From mobile-use data to creditworthiness assessment

Posted on May 21, 2012  /  1 Comments

One thing we know about “big data” in developing countries is that the only data stream that covers the poor is that which is generated by the mobile operators. Here is an account of an interesting application of mobile big data:

There’s a vast market of consumers in countries like Brazil, China, India, and the Phillipines who want access to financial services like credit cards, loans, or insurance,” says Jonathan Hakim, Cignifi’s chief executive. “But while they may have jobs, and some have bank accounts, there really is no credit history for them.” One thing they do have? Mobile phones.

Cignifi has developed sophisticated modeling software that can look at usage data from consumers’ mobile phones and make predictions about who that person is and how they live. There’s no single data point —like making lots of short calls between 2 and 5 a.m. every morning —that suggests that someone is a bad credit risk. But Hakim says, “The way you use your phone is a proxy for your lifestyle. It’s not random. So we’re looking at things like the length of calls, the time of day, and the location you make them from.
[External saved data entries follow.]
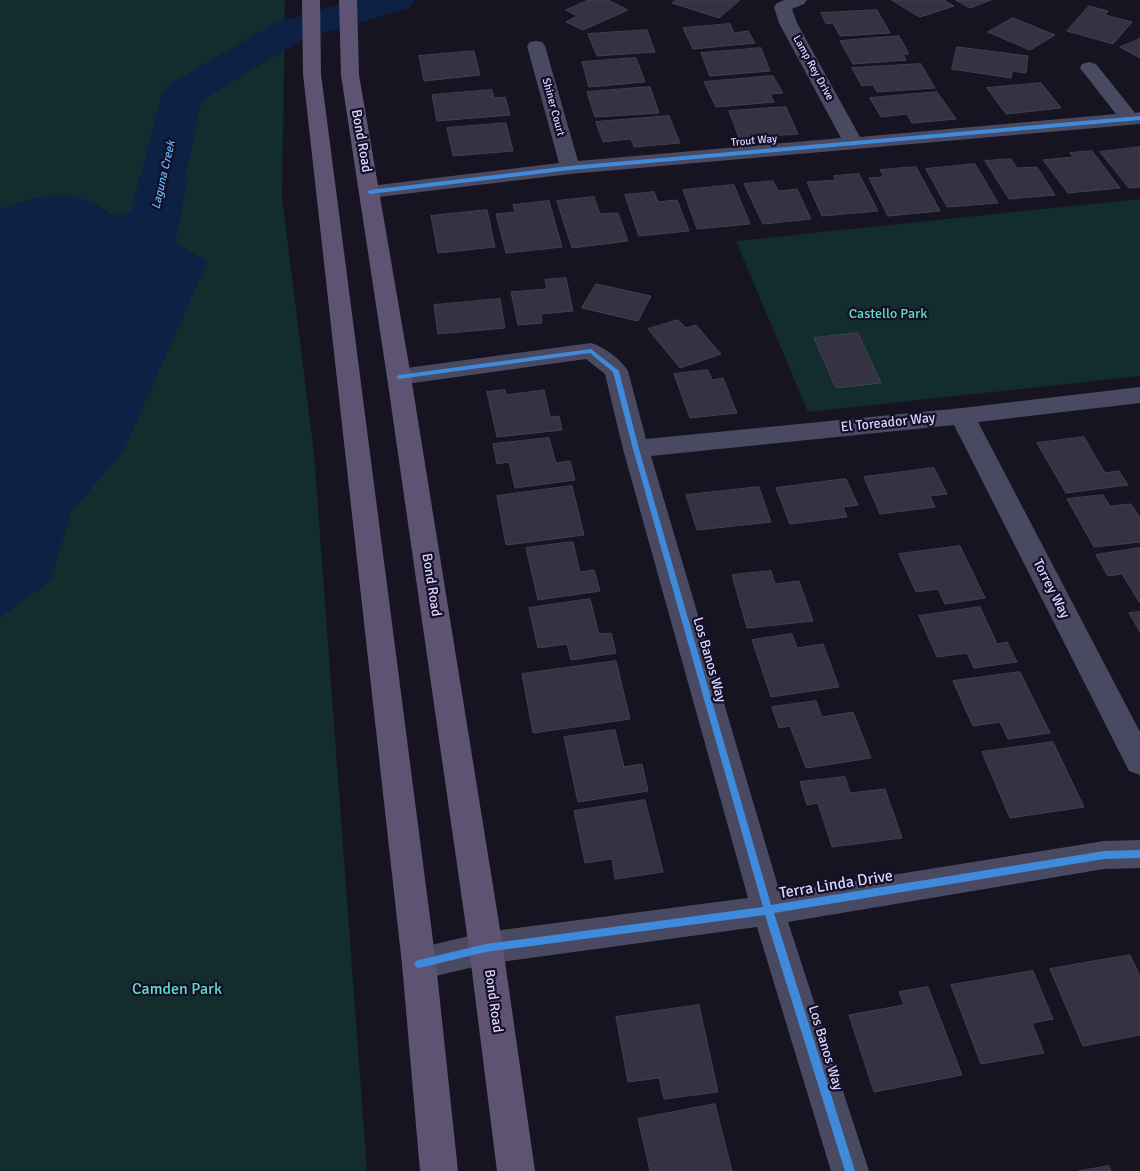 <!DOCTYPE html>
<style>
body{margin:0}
canvas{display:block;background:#161421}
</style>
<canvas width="1140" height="1171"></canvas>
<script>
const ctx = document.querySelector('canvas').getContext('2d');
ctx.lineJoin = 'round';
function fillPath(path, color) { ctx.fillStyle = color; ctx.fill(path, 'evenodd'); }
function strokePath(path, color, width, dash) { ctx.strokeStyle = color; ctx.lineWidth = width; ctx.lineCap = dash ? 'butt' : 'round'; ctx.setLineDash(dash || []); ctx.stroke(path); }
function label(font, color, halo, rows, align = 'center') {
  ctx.font = font + ' Signika,sans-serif'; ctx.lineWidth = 4.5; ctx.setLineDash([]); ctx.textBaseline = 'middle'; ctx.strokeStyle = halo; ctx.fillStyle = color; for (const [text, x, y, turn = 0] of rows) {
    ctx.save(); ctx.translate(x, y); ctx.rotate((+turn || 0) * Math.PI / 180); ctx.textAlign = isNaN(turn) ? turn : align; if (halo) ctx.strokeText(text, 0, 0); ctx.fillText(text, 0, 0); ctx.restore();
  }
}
const green = new Path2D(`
 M0 0H285L282 197 314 454 367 1171H0Z
 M1140 199V376L808 412 736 241Z`);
const water = new Path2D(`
 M166 162 188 180 175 242 207 262 124 450 72 511 50 581 0 618V211C28 196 64 190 94 203 100 206 107 212 113 216L133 211 148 178Z`);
const river = new Path2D(`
 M354 0H415L409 8 303 39 202 100 171 241 164 251 147 255 130 251 123 241 162 94 168 85 275 23Z`);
const building = new Path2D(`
 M589 0H608L628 10 583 30 566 22 577 16 566 10Z
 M676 0H740L719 18 672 3Z
 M892 0H944L954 6 920 17Z
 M956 0H991L970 8Z
 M1089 6 1108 11 1105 15 1132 22 1113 44 1067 31Z
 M877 10 890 33 840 36 833 23 826 24 821 13Z
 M1013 18 1055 35 1030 50 988 32Z
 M730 24 734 33 748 31 755 43 693 49 683 28Z
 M647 30 655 52 597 56 588 34Z
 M899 36 909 54H903L906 60 853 64 840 41Z
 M1140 39V58L1120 47Z
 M957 47 1028 56 1026 73 1012 71 1011 78 952 69Z
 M761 48 770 71 710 76 701 53Z
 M474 51 480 75 424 81 419 56Z
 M636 58 645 82 589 87 582 62Z
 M921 64 935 88 877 92 873 85 862 86 852 68Z
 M773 76 783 93 770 94 774 102 716 107 704 82Z
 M1041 83 1061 108 1006 114 987 88Z
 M650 87 659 113 595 117 587 92Z
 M492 90 494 98 505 97 510 115 437 121 432 95Z
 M937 92 956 119 912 123 907 114 881 117 870 98Z
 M786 107 798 134 739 138 729 111Z
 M669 116 680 143 634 147 631 139 603 142 596 122Z
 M506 123 513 151 453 156 447 128Z
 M1140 147V187L1129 188 1100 152Z
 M1092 151 1120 188 1068 193 1043 160 1073 157 1070 153Z
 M1011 159 1017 168 1037 167 1055 195 1009 199 985 161Z
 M975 164 998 203 947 207 926 169Z
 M916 167 940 211 888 216 869 178 884 177 880 170Z
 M859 174 878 211 822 216 807 182 836 180 834 176Z
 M773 181 778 191 797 189 811 219 763 224 744 184Z
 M734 185 750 224 697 229 683 190Z
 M654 192 658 202 677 200 689 231 639 236 625 195Z
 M594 197 600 214 618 213 628 241 572 248 557 201Z
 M549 201 562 247 506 253 496 214 515 212 513 205Z
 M487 210 495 247 438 253 431 216Z
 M566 278 573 311 541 314 542 323 518 325 511 292 547 289 545 280Z
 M596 284 651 296 638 321 582 308Z
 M500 299 505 328 438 334 434 305Z
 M678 320 686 328 696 325 721 354 680 368 648 329Z
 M858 333 881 383 836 388 814 338Z
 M708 370 712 380 723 378 737 413 690 418 674 374Z
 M505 390 506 395 544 390 550 417 559 416 562 430 497 437 487 392Z
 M1084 437 1105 473 1119 471 1128 485 1066 493 1037 443Z
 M549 438 556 463 570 461 575 480 515 488 509 462 497 464 493 444Z
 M934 468 947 494 930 496 935 507 880 514 864 477Z
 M846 479 858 505 843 507 847 517 790 524 776 488Z
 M572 486 584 535 506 545 497 496Z
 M759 487 771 522 697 530 686 495Z
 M1103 495 1110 506 1131 504 1140 518V542L1094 547 1067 499Z
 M573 542 580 572 594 570 600 591 538 600 526 548Z
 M960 546 985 598 945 604 938 589 916 592 899 554Z
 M1140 548V603L1122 574 1108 576 1096 555Z
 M771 571 775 584 799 581 813 621 747 628 732 575Z
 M590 599 599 634 611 633 616 653 571 660 567 644 538 648 529 608Z
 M980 607 997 644 1007 642 1017 662 974 668 967 653 937 657 919 616Z
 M1140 612V632L1129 613Z
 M792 634 797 648 823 644 839 687 771 697 752 640Z
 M616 661 630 719 533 733 522 674Z
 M1020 672 1050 733 1008 739 1000 722 973 726 953 681Z
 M816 701 822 717 853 712 871 758 806 768 790 726 779 728 772 707Z
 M615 730 624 767 642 764 648 791 578 802 564 737Z
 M1053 742 1084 807 1010 818 982 752Z
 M845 777 850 793 885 789 902 838 832 847 818 803 807 805 800 782Z
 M645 800 663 872 615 879 612 859 585 863 574 811Z
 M1130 955 1140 976V1035L1083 1046 1050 969Z
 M1033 971 1053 1019 1032 1023 1044 1053 981 1064 951 985Z
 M928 987 962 1075 874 1092 849 1015 904 1005 899 992Z
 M699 1005 718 1092 664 1099 659 1078 628 1082 616 1017Z
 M715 1104 732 1171H650L638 1119Z
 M1109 1166 1111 1171H1079Z`);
const minor = new Path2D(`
 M784 0H807L804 4 792 9 797 23 860 137 1116 114 1080 68 1082 64 1089 62 1096 64 1135 113 1140 112V124L570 174 370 198 363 196 360 192 363 188 370 186 559 163 527 46 530 42 536 41 542 42 545 46 578 161 841 138 779 23 774 7 777 3Z
 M591 343C604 347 621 359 628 371L646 439 962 408 1140 387V403L978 422 1140 732V775L1129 771 954 425 651 456 780 893 1104 841 1140 840V868L1104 869 788 922 869 1171H831L757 927 486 964 419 980 407 975 402 964 407 953 419 948 486 932 748 898 623 449 605 374 586 359 399 385 391 383 387 377 391 371 399 369Z`);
const major = new Path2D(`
 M302 0H320L321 74 436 964 458 1171H420L402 964 303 74Z
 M339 0H357L359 75 411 377 503 948 535 1171H497L469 948 387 377 341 75Z`);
const cycleway = new Path2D(`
 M1140 116V120L570 170 370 194 367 192 370 190 570 166Z
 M591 349 619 371 639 449 771 905 1104 851 1140 850V858L1104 859 774 913 855 1171H845L765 915 486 952 419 968 416 967 414 964 416 961 419 960 486 944 763 907 633 449 613 372 590 353 399 379 396 377 399 375Z`);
const farStreetnames = [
 ["Lamp Rey Drive",813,68,61],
 ["Shiner Court",553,107,75],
 ["Trout Way",754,141,-5]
];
const farWaternames = [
 ["Laguna Creek",164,175,-77]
];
const streetNames = [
 ["Bond Road",361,141,80],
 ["El Toreador Way",888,423,-6],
 ["Bond Road",431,585,81],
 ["Torrey Way",1051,589,63],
 ["Los Banos Way",709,660,74],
 ["Bond Road",493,1001,82],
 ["Los Banos Way",825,1048,73]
];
const parkNames = [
 ["Castello Park",888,314]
];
const nearStreetnames = [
 ["Terra Linda Drive",836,885,-9]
];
const nearParknames = [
 ["Camden Park",177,990]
];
fillPath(green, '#132c2d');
fillPath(water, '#0d2144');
fillPath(river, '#0d2144');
fillPath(building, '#343243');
strokePath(building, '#433f54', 1);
fillPath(minor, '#4a4962');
fillPath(major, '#5e5373');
fillPath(cycleway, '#408adc');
label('11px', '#d9d4ff', '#130f26', farStreetnames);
label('italic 12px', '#62b6ff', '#130f26', farWaternames);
label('14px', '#d9d4ff', '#130f26', streetNames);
label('14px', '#5fe0c0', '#130f26', parkNames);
label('16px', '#d9d4ff', '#130f26', nearStreetnames);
label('16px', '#5fe0c0', '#130f26', nearParknames);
</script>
Also things like whether you top up [a pre-paid SIM card] regularly. We want to see how stable the patterns are. When you look at that, you can create these behavioral clusters that give you information about users’ appetite for new [financial] products, and their ability to repay a debt.”

1 Comment

  1. Udaya Ilangasinghe

    Exactly Correct, “The way you use your phone is a proxy for your lifestyle”. But, I was observing the usage of mobile phone during last couple of years. Usability of Mobile Phone at BOP is very poor. They do not get the maximum utility out of these devices. If we check the mobile phone bill, BOP is paying a big amount in compared to there earnings and that may be because of the high consumarism.